> [WORK TO COMPLETE]
In full and exactly, reproduce the entries below, but omit the pictures.

Data records:
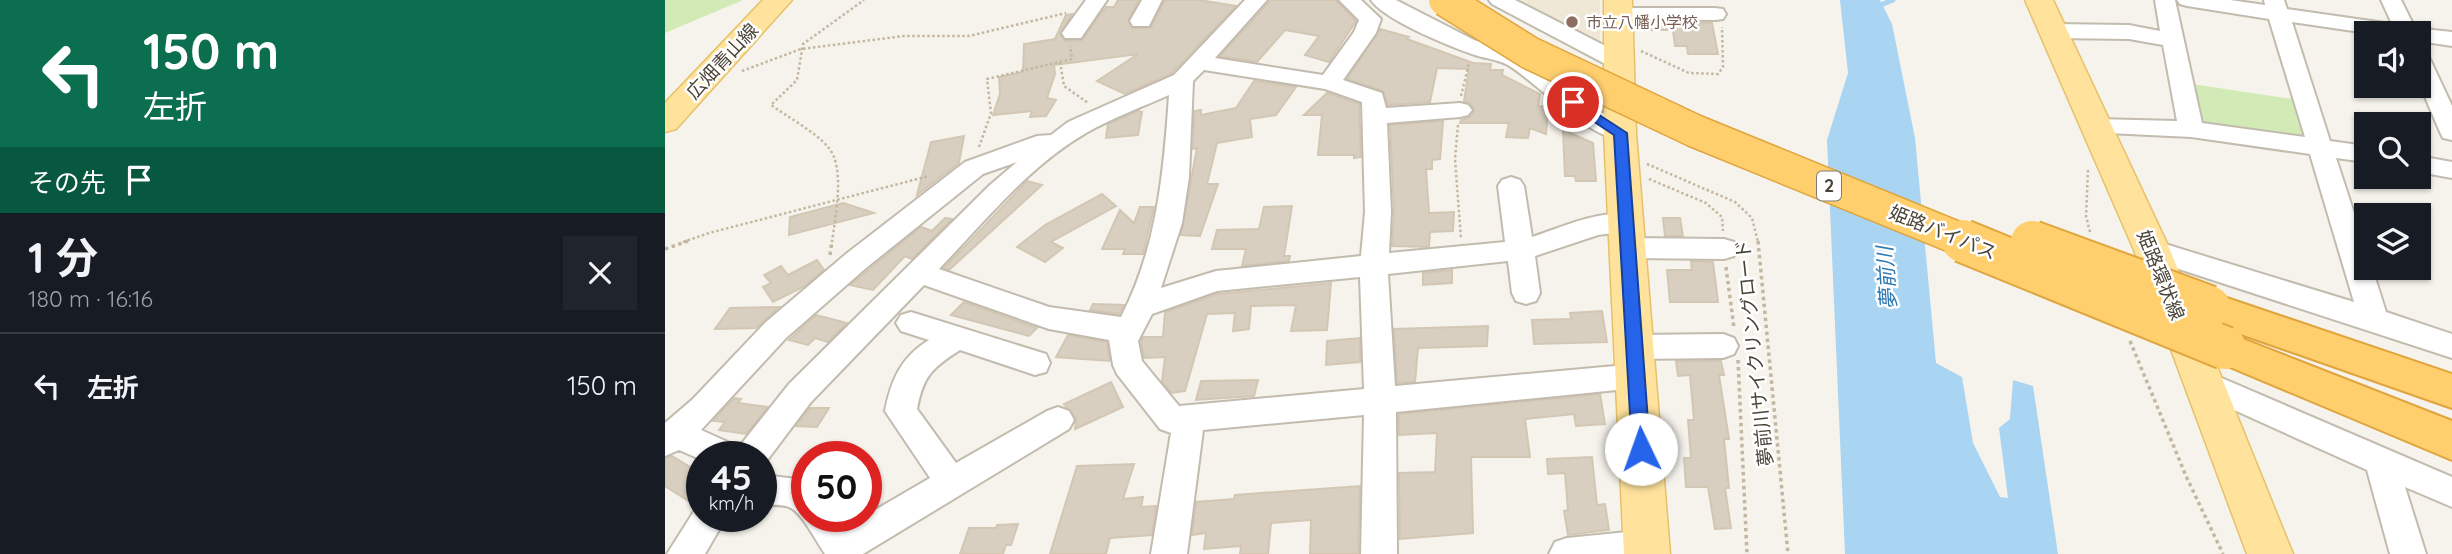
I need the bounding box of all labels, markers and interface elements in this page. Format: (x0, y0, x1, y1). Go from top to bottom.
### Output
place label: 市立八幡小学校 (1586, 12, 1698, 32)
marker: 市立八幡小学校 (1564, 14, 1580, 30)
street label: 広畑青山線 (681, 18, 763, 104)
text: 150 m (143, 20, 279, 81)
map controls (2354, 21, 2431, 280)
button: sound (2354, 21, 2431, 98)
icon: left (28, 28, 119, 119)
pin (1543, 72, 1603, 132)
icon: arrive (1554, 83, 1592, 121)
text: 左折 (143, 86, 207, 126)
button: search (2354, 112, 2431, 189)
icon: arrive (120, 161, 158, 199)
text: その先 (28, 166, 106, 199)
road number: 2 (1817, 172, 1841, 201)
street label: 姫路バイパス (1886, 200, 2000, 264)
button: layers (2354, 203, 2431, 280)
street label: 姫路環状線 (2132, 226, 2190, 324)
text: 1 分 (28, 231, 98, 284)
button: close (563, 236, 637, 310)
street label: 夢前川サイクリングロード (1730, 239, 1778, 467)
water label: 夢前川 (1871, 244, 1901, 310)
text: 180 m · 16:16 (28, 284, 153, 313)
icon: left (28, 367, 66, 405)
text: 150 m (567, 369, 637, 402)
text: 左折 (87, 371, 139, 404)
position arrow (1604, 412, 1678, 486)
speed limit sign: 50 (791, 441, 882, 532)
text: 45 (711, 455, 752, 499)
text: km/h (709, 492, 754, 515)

> [EXERCISE OUTPUT]
I need the bounding box of all labels, markers and interface elements in this page. Format: (x0, y0, x1, y1). Go from top to bottom.
### Output
place label: 市立八幡小学校 (1586, 12, 1698, 32)
marker: 市立八幡小学校 (1564, 14, 1580, 30)
street label: 広畑青山線 (681, 18, 763, 104)
text: 150 m (143, 20, 279, 81)
map controls (2354, 21, 2431, 280)
button: sound (2354, 21, 2431, 98)
icon: left (28, 28, 119, 119)
pin (1543, 72, 1603, 132)
icon: arrive (1554, 83, 1592, 121)
text: 左折 (143, 86, 207, 126)
button: search (2354, 112, 2431, 189)
icon: arrive (120, 161, 158, 199)
text: その先 (28, 166, 106, 199)
road number: 2 (1817, 172, 1841, 201)
street label: 姫路バイパス (1886, 200, 2000, 264)
button: layers (2354, 203, 2431, 280)
street label: 姫路環状線 (2132, 226, 2190, 324)
text: 1 分 (28, 231, 98, 284)
button: close (563, 236, 637, 310)
street label: 夢前川サイクリングロード (1730, 239, 1778, 467)
water label: 夢前川 (1871, 244, 1901, 310)
text: 180 m · 16:16 (28, 284, 153, 313)
icon: left (28, 367, 66, 405)
text: 150 m (567, 369, 637, 402)
text: 左折 (87, 371, 139, 404)
position arrow (1604, 412, 1678, 486)
speed limit sign: 50 (791, 441, 882, 532)
text: 45 (711, 455, 752, 499)
text: km/h (709, 492, 754, 515)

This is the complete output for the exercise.